Material provided »
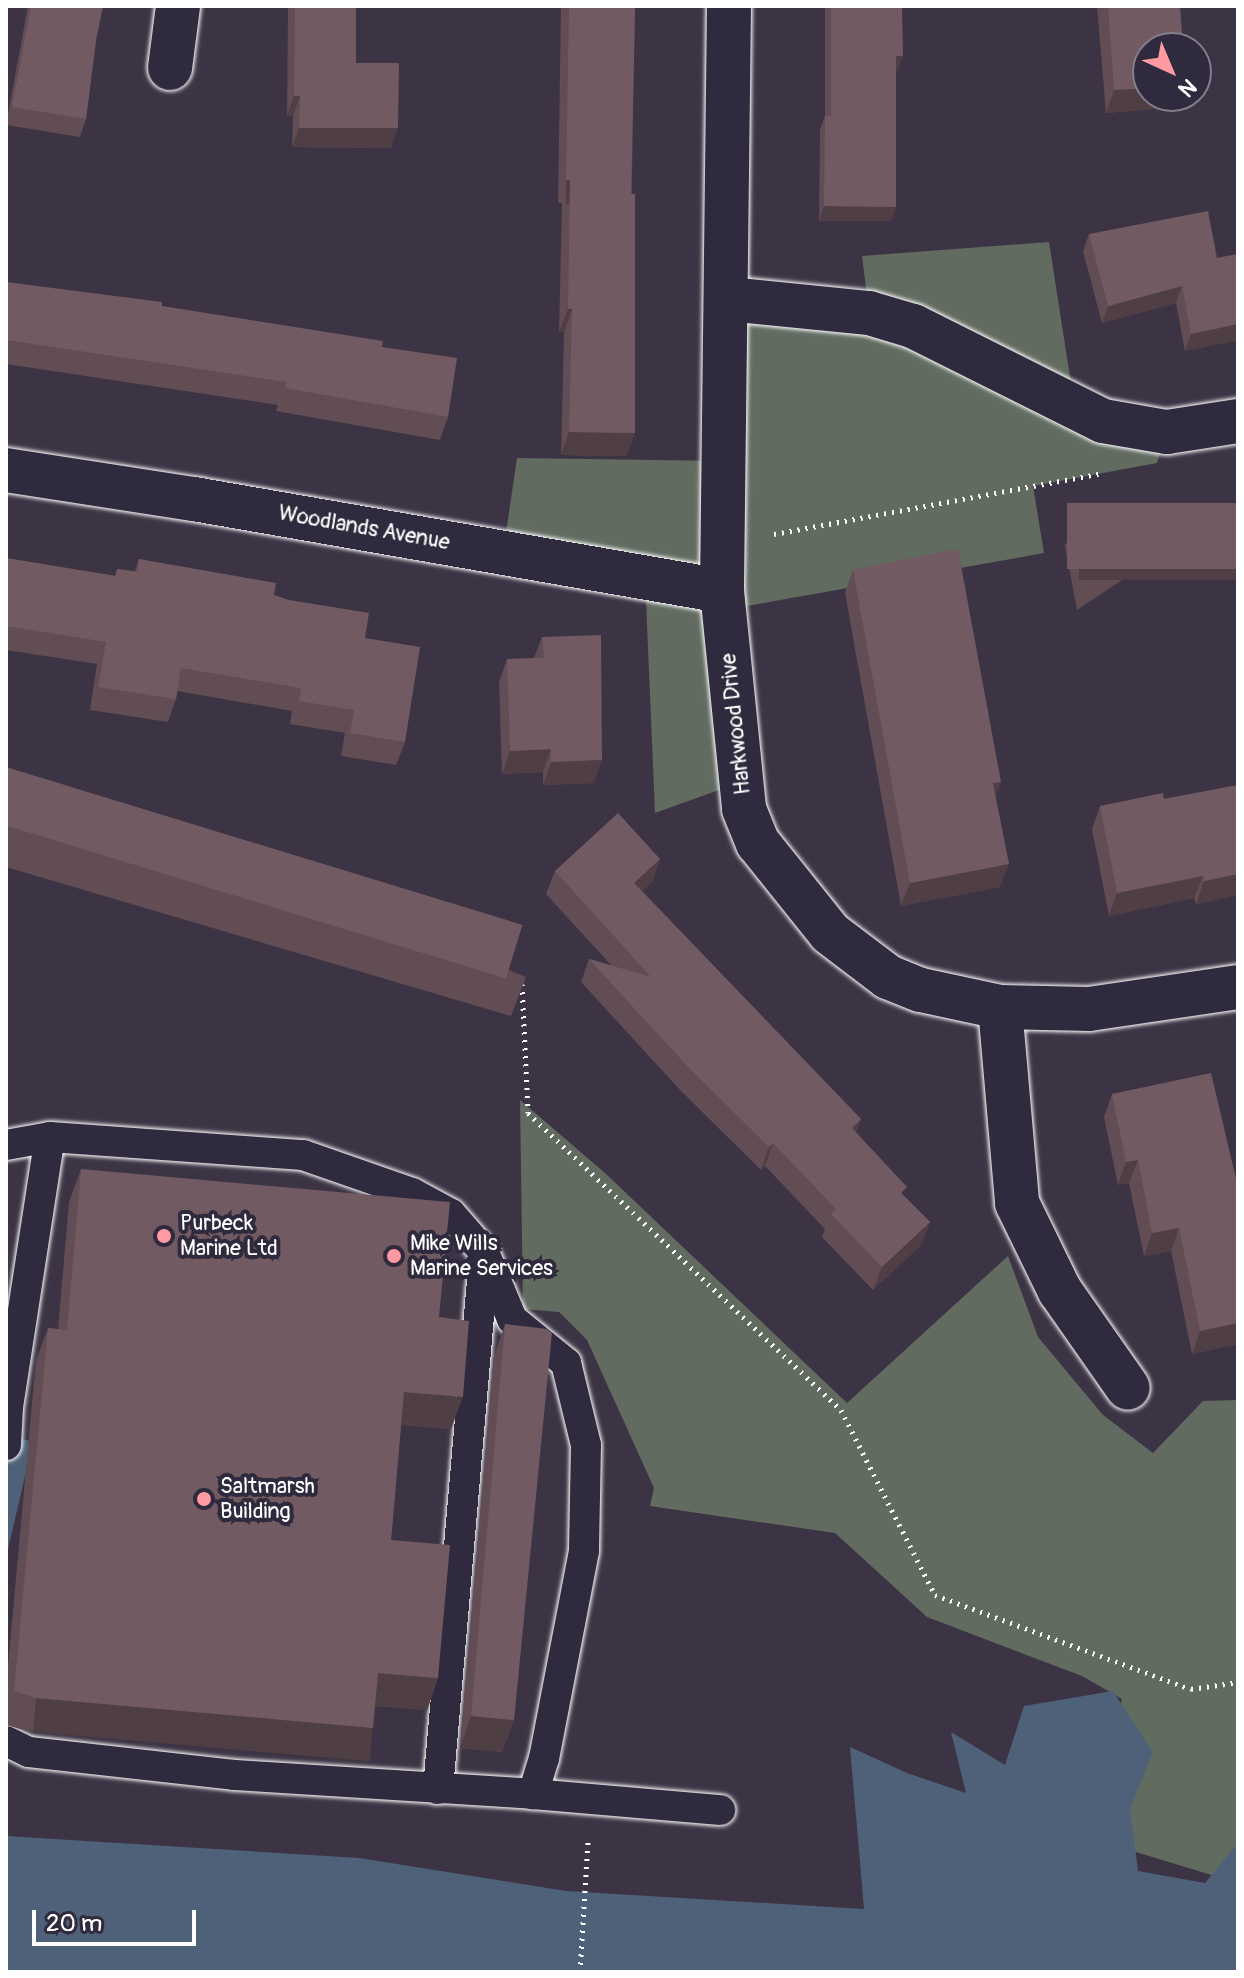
<!DOCTYPE html>
<html>
<head>
<meta charset="utf-8">
<style>
  body { margin:0 }
  #map { position:relative; width:1244px; height:1978px; overflow:hidden; background:#3c3444; font-family:Pangolin,sans-serif }
  div>[style] { position:absolute }
  [style*='--x'] { left:calc(var(--x)*1px); top:calc(var(--y)*1px); width:calc(var(--w)*1px); rotate:calc(var(--a)*1deg) }
  .green>* { inset:0; background:#616b60 }
  .water>* { inset:0; background:#4e6178 }
  .path>* { height:5px; margin-top:-2.5px; transform-origin:0; background:repeating-linear-gradient(90deg,#fff 0 2px,transparent 0 8px) }
  .roads { filter:drop-shadow(0 0 2px #fff) drop-shadow(0 0 2px #fff) }
  .service>* { height:30px; margin:-15px; padding:0 15px; transform-origin:15px; border-radius:15px; background:#2f2a3d }
  .minor>* { height:44px; margin:-22px; padding:0 22px; transform-origin:22px; border-radius:22px; background:#2f2a3d }
  .wall>* { inset:0; background:#614d53 }
  .shaded-wall>* { inset:0; background:#4f3f44; transform-origin:0 0 }
  .building>* { inset:0; background:#715a61; transform-origin:0 0 }
  .dots>* { width:22px; height:22px; translate:-50% -50%; box-sizing:border-box; border:4px solid #2f2a3d; border-radius:50% }
  span { translate:-50% -50%; white-space:nowrap; text-align:center; line-height:1.15; -webkit-text-stroke:8px #2f2a3d; paint-order:stroke }
  .street-label { font-size:22px; color:#fff }
  .poi-label { font-size:22px; color:#fff }
  .left { translate:0 -50%; text-align:left }
  .frame { position:absolute; inset:0; border:8px solid #fff; pointer-events:none }
  .north { position:absolute; left:1132px; top:32px; width:80px; height:80px; box-sizing:border-box; background:#2f2a3d; border:2px solid #827f8b; border-radius:50%; rotate:136deg; font-size:22px; font-weight:700; line-height:32px; text-align:center; color:#fff }
  .north::after { content:''; display:block; margin:auto; width:28px; height:36px; background:#ff9aa2; clip-path:polygon(50% 0,100% 100%,50% 72%,0 100%) }
  .scale { position:absolute; left:32px; top:1910px; width:164px; height:36px; box-sizing:border-box; border:4px solid #fff; border-top:0; padding-left:10px; font-size:24px; line-height:28px; white-space:nowrap; color:#fff; -webkit-text-stroke:6px #2f2a3d; paint-order:stroke }
</style>
</head>
<body>
<div id="map">
  <div class="green">
    <div style="clip-path:polygon(1049px 242px,1075px 409px,1167px 432px,1157px 463px,1033px 486px,1044px 553px,724px 610px,741px 782px,655px 813px,645px 577px,503px 553px,517px 458px,724px 461px,728px 299px,869px 312px,862px 256px)"></div>
    <div style="clip-path:polygon(520px 1100px,605px 1173px,847px 1403px,1008px 1256px,1038px 1337px,1103px 1415px,1153px 1453px,1203px 1401px,1238px 1400px,1238px 1883px,1083px 1836px,1122px 1699px,1082px 1676px,927px 1617px,835px 1533px,650px 1506px,654px 1488px,587px 1340px,559px 1312px,523px 1309px)"></div>
  </div>
  <div class="water">
    <div style="clip-path:polygon(6px 1434px,33px 1442px,6px 1558px)"></div>
    <div style="clip-path:polygon(1113px 1691px,1153px 1752px,1130px 1809px,1138px 1871px,1205px 1883px,1238px 1843px,1238px 1972px,6px 1972px,6px 1836px,359px 1858px,566px 1891px,864px 1909px,850px 1747px,907px 1773px,966px 1793px,951px 1732px,1005px 1765px,1024px 1706px)"></div>
  </div>
  <div class="path">
    <div style="--x:774;--y:534;--w:330;--a:-10.5"></div>
    <div style="--x:522;--y:984;--w:129;--a:87.3"></div>
    <div style="--x:528;--y:1113;--w:431;--a:43.5"></div>
    <div style="--x:841;--y:1410;--w:208;--a:63.1"></div>
    <div style="--x:935;--y:1595;--w:273;--a:20.2"></div>
    <div style="--x:1191;--y:1689;--w:48;--a:-8.5"></div>
    <div style="--x:580;--y:1972;--w:131;--a:-86.5"></div>
  </div>
  <div class="roads">
    <div class="service">
      <div style="--x:6;--y:1145;--w:45;--a:-10.3"></div>
      <div style="--x:50;--y:1137;--w:254;--a:4.1"></div>
      <div style="--x:303;--y:1155;--w:115;--a:19.2"></div>
      <div style="--x:412;--y:1193;--w:44;--a:28.3"></div>
      <div style="--x:451;--y:1214;--w:50;--a:49"></div>
      <div style="--x:484;--y:1252;--w:73;--a:67.3"></div>
      <div style="--x:512;--y:1319;--w:70;--a:39.2"></div>
      <div style="--x:566;--y:1363;--w:84;--a:76.3"></div>
      <div style="--x:586;--y:1445;--w:106;--a:91.1"></div>
      <div style="--x:584;--y:1551;--w:211;--a:100.9"></div>
      <div style="--x:544;--y:1758;--w:38;--a:107"></div>
      <div style="--x:533;--y:1794;--w:188;--a:4.9"></div>
      <div style="--x:6;--y:1445;--w:38;--a:-87"></div>
      <div style="--x:8;--y:1407;--w:273;--a:-81.2"></div>
      <div style="--x:6;--y:1741;--w:25;--a:26"></div>
      <div style="--x:29;--y:1752;--w:206;--a:6.4"></div>
      <div style="--x:234;--y:1775;--w:300;--a:3.6"></div>
      <div style="--x:438;--y:1789;--w:533;--a:-85.05"></div>
    </div>
    <div class="minor">
      <div style="--x:729;--y:6;--w:585;--a:90.69"></div>
      <div style="--x:722;--y:591;--w:219;--a:84.2"></div>
      <div style="--x:744;--y:809;--w:37;--a:68"></div>
      <div style="--x:758;--y:843;--w:115;--a:51.3"></div>
      <div style="--x:830;--y:933;--w:73;--a:37.2"></div>
      <div style="--x:888;--y:977;--w:35;--a:22"></div>
      <div style="--x:921;--y:990;--w:81;--a:12.1"></div>
      <div style="--x:1000;--y:1007;--w:89;--a:1.3"></div>
      <div style="--x:1089;--y:1009;--w:151;--a:-8.4"></div>
      <div style="--x:170;--y:68;--w:63;--a:-82.6"></div>
      <div style="--x:728;--y:299;--w:142;--a:5.7"></div>
      <div style="--x:869;--y:313;--w:46;--a:16.5"></div>
      <div style="--x:913;--y:326;--w:212;--a:26.6"></div>
      <div style="--x:1103;--y:421;--w:65;--a:9.8"></div>
      <div style="--x:1167;--y:432;--w:72;--a:-8.8"></div>
      <div style="--x:6;--y:470;--w:190;--a:8.8"></div>
      <div style="--x:194;--y:499;--w:536;--a:9.88"></div>
      <div style="--x:1000;--y:1007;--w:197;--a:85"></div>
      <div style="--x:1017;--y:1203;--w:98;--a:64"></div>
      <div style="--x:1060;--y:1291;--w:118;--a:55"></div>
    </div>
  </div>
  <div class="wall">
    <div style="clip-path:polygon(28px 6px,103px 6px,96px 40px,86px 119px,80px 137px,6px 125px)"></div>
    <div style="clip-path:polygon(288px 6px,356px 6px,356px 63px,391px 148px,292px 147px,293px 116px,287px 116px)"></div>
    <div style="clip-path:polygon(561px 6px,635px 6px,627px 456px,561px 455px,564px 332px,559px 332px,562px 203px,558px 203px)"></div>
    <div style="clip-path:polygon(825px 6px,902px 6px,896px 71px,891px 221px,819px 221px,820px 130px,825px 116px)"></div>
    <div style="clip-path:polygon(1097px 6px,1180px 6px,1176px 107px,1106px 113px)"></div>
    <div style="clip-path:polygon(1089px 234px,1217px 258px,1238px 254px,1238px 340px,1185px 351px,1176px 303px,1102px 323px,1083px 251px)"></div>
    <div style="clip-path:polygon(6px 282px,162px 306px,382px 347px,448px 417px,440px 440px,276px 411px,278px 405px,6px 364px)"></div>
    <div style="clip-path:polygon(1238px 503px,1077px 610px,1065px 546px,1070px 534px)"></div>
    <div style="clip-path:polygon(6px 558px,115px 576px,117px 569px,135px 571px,139px 559px,274px 595px,365px 638px,405px 742px,396px 765px,341px 756px,345px 733px,290px 724px,292px 711px,177px 691px,176px 699px,168px 722px,90px 710px,97px 664px,6px 650px)"></div>
    <div style="clip-path:polygon(853px 570px,1001px 782px,995px 796px,1000px 887px,901px 906px,845px 593px)"></div>
    <div style="clip-path:polygon(542px 637px,594px 783px,543px 785px,543px 772px,502px 774px,499px 682px,507px 659px,534px 658px)"></div>
    <div style="clip-path:polygon(6px 767px,526px 977px,511px 1016px,6px 867px)"></div>
    <div style="clip-path:polygon(1238px 785px,1238px 895px,1196px 904px,1194px 898px,1109px 916px,1092px 829px,1100px 806px,1164px 799px)"></div>
    <div style="clip-path:polygon(660px 859px,652px 882px,642px 891px,861px 1119px,856px 1132px,904px 1196px,930px 1222px,921px 1245px,873px 1290px,822px 1237px,825px 1229px,765px 1166px,761px 1170px,681px 1091px,581px 982px,589px 959px,611px 965px,546px 894px,555px 871px)"></div>
    <div style="clip-path:polygon(1112px 1094px,1238px 1344px,1192px 1354px,1171px 1251px,1144px 1256px,1129px 1183px,1118px 1185px,1104px 1117px)"></div>
    <div style="clip-path:polygon(81px 1169px,439px 1317px,451px 1429px,401px 1425px,391px 1540px,438px 1678px,427px 1710px,375px 1706px,362px 1760px,24px 1730px,6px 1725px,6px 1687px,36px 1360px,48px 1328px,58px 1329px,69px 1202px)"></div>
    <div style="clip-path:polygon(505px 1324px,514px 1720px,502px 1752px,460px 1748px,494px 1357px)"></div>
  </div>
  <div class="shaded-wall">
    <div style="clip-path:polygon(896px 56px,903px 56px,897px 71px,891px 71px)"></div>
    <div style="clip-path:polygon(1148px 88px,1148px 96px,1180px 96px,1176px 107px,1106px 113px,1114px 90px)"></div>
    <div style="clip-path:polygon(294px 96px,300px 96px,293px 116px,287px 116px)"></div>
    <div style="clip-path:polygon(299px 128px,398px 128px,391px 148px,292px 147px)"></div>
    <div style="left:566px;top:180px;width:4px;height:24px"></div>
    <div style="clip-path:polygon(824px 206px,896px 207px,891px 221px,819px 221px)"></div>
    <div style="clip-path:polygon(1182px 286px,1176px 303px,1102px 323px,1108px 306px)"></div>
    <div style="clip-path:polygon(568px 309px,572px 309px,564px 332px,559px 332px)"></div>
    <div style="clip-path:polygon(1238px 324px,1238px 340px,1185px 351px,1191px 334px)"></div>
    <div style="clip-path:polygon(569px 432px,635px 433px,627px 456px,561px 455px)"></div>
    <div style="left:1238px;top:569px;width:11px;height:159px;rotate:90deg"></div>
    <div style="clip-path:polygon(551px 749px,543px 772px,502px 774px,510px 751px)"></div>
    <div style="clip-path:polygon(602px 760px,594px 783px,543px 785px,551px 762px)"></div>
    <div style="clip-path:polygon(1001px 782px,992px 804px,993px 783px)"></div>
    <div style="clip-path:polygon(660px 859px,652px 882px,626px 906px,634px 883px)"></div>
    <div style="clip-path:polygon(1009px 864px,1000px 887px,901px 906px,910px 883px)"></div>
    <div style="clip-path:polygon(1238px 874px,1238px 895px,1196px 904px,1204px 881px)"></div>
    <div style="clip-path:polygon(1203px 876px,1194px 898px,1109px 916px,1117px 893px)"></div>
    <div style="clip-path:polygon(861px 1119px,852px 1142px,852px 1128px)"></div>
    <div style="clip-path:polygon(773px 1143px,765px 1166px,761px 1170px,769px 1147px)"></div>
    <div style="clip-path:polygon(1138px 1160px,1129px 1183px,1118px 1185px,1126px 1162px)"></div>
    <div style="clip-path:polygon(930px 1222px,921px 1245px,873px 1290px,882px 1267px)"></div>
    <div style="clip-path:polygon(1179px 1228px,1171px 1251px,1144px 1256px,1152px 1233px)"></div>
    <div style="clip-path:polygon(1238px 1323px,1238px 1344px,1192px 1354px,1200px 1331px)"></div>
    <div style="clip-path:polygon(404px 1392px,463px 1397px,451px 1429px,393px 1424px)"></div>
    <div style="clip-path:polygon(378px 1673px,438px 1678px,427px 1710px,366px 1705px)"></div>
    <div style="left:36px;top:1698px;width:338px;height:34px;rotate:5deg"></div>
    <div style="clip-path:polygon(471px 1716px,514px 1720px,502px 1752px,460px 1748px)"></div>
  </div>
  <div class="building">
    <div style="clip-path:polygon(31px 6px,103px 6px,96px 40px,86px 119px,12px 107px)"></div>
    <div style="clip-path:polygon(295px 6px,356px 6px,356px 63px,399px 63px,398px 128px,299px 128px,300px 96px,294px 96px)"></div>
    <div style="clip-path:polygon(569px 6px,635px 6px,631px 194px,635px 194px,635px 433px,569px 432px,572px 309px,568px 309px,570px 180px,566px 180px)"></div>
    <div style="clip-path:polygon(831px 6px,902px 6px,903px 56px,896px 56px,896px 207px,824px 206px,825px 116px,831px 116px)"></div>
    <div style="clip-path:polygon(1108px 6px,1180px 6px,1183px 48px,1148px 48px,1148px 88px,1114px 90px)"></div>
    <div style="clip-path:polygon(1208px 211px,1217px 258px,1238px 254px,1238px 324px,1191px 334px,1182px 286px,1108px 306px,1089px 234px)"></div>
    <div style="clip-path:polygon(6px 282px,162px 302px,162px 306px,383px 341px,382px 347px,457px 358px,448px 417px,285px 388px,286px 382px,6px 340px)"></div>
    <div style="left:1238px;top:503px;width:66px;height:171px;rotate:90deg"></div>
    <div style="clip-path:polygon(958px 549px,1001px 782px,993px 783px,1009px 864px,910px 883px,853px 570px)"></div>
    <div style="clip-path:polygon(6px 558px,116px 576px,117px 569px,137px 572px,139px 559px,276px 583px,274px 595px,289px 600px,369px 613px,365px 638px,420px 647px,405px 742px,350px 733px,354px 710px,299px 701px,301px 688px,181px 668px,176px 699px,98px 687px,106px 642px,6px 626px)"></div>
    <div style="clip-path:polygon(601px 635px,602px 760px,551px 762px,551px 749px,510px 751px,507px 659px,544px 658px,542px 637px)"></div>
    <div style="left:6px;top:767px;width:540px;height:56px;rotate:17deg"></div>
    <div style="clip-path:polygon(1238px 785px,1238px 874px,1204px 881px,1203px 876px,1117px 893px,1100px 806px,1163px 793px,1164px 799px)"></div>
    <div style="clip-path:polygon(618px 813px,660px 859px,634px 883px,861px 1119px,852px 1128px,907px 1187px,901px 1193px,930px 1222px,882px 1267px,831px 1214px,836px 1209px,773px 1143px,769px 1147px,689px 1068px,589px 959px,651px 977px,555px 871px)"></div>
    <div style="clip-path:polygon(1211px 1073px,1238px 1187px,1238px 1323px,1200px 1331px,1179px 1228px,1152px 1233px,1138px 1160px,1126px 1162px,1112px 1094px)"></div>
    <div style="clip-path:polygon(81px 1169px,450px 1202px,439px 1317px,469px 1321px,463px 1397px,404px 1392px,391px 1540px,450px 1545px,438px 1678px,378px 1673px,373px 1728px,36px 1698px,14px 1691px,48px 1328px,67px 1330px)"></div>
    <div style="clip-path:polygon(505px 1324px,547px 1329px,552px 1333px,514px 1720px,471px 1716px)"></div>
  </div>
  <div class="dots">
    <div style="left:164px;top:1236px;background:#ff9aa2"></div>
    <div style="left:394px;top:1256px;background:#ff9aa2"></div>
    <div style="left:204px;top:1499px;background:#ff9aa2"></div>
  </div>
  <div class="street-label">
    <span style="left:364px;top:528px;rotate:10deg">Woodlands Avenue</span>
    <span style="left:736px;top:724px;rotate:-96deg">Harkwood Drive</span>
  </div>
  <div class="poi-label">
    <span class="left" style="left:180px;top:1236px">Purbeck<br>Marine Ltd</span>
    <span class="left" style="left:410px;top:1256px">Mike Wills<br>Marine Services</span>
    <span class="left" style="left:220px;top:1499px">Saltmarsh<br>Building</span>
  </div>
  <div class="frame"></div>
  <div class="north">N</div>
  <div class="scale">20 m</div>
</div>
</body>
</html>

Task description »
Pick out each line above that includes "translate" and show it.

Task response »
  .dots>* { width:22px; height:22px; translate:-50% -50%; box-sizing:border-box; border:4px solid #2f2a3d; border-radius:50% }
  span { translate:-50% -50%; white-space:nowrap; text-align:center; line-height:1.15; -webkit-text-stroke:8px #2f2a3d; paint-order:stroke }
  .left { translate:0 -50%; text-align:left }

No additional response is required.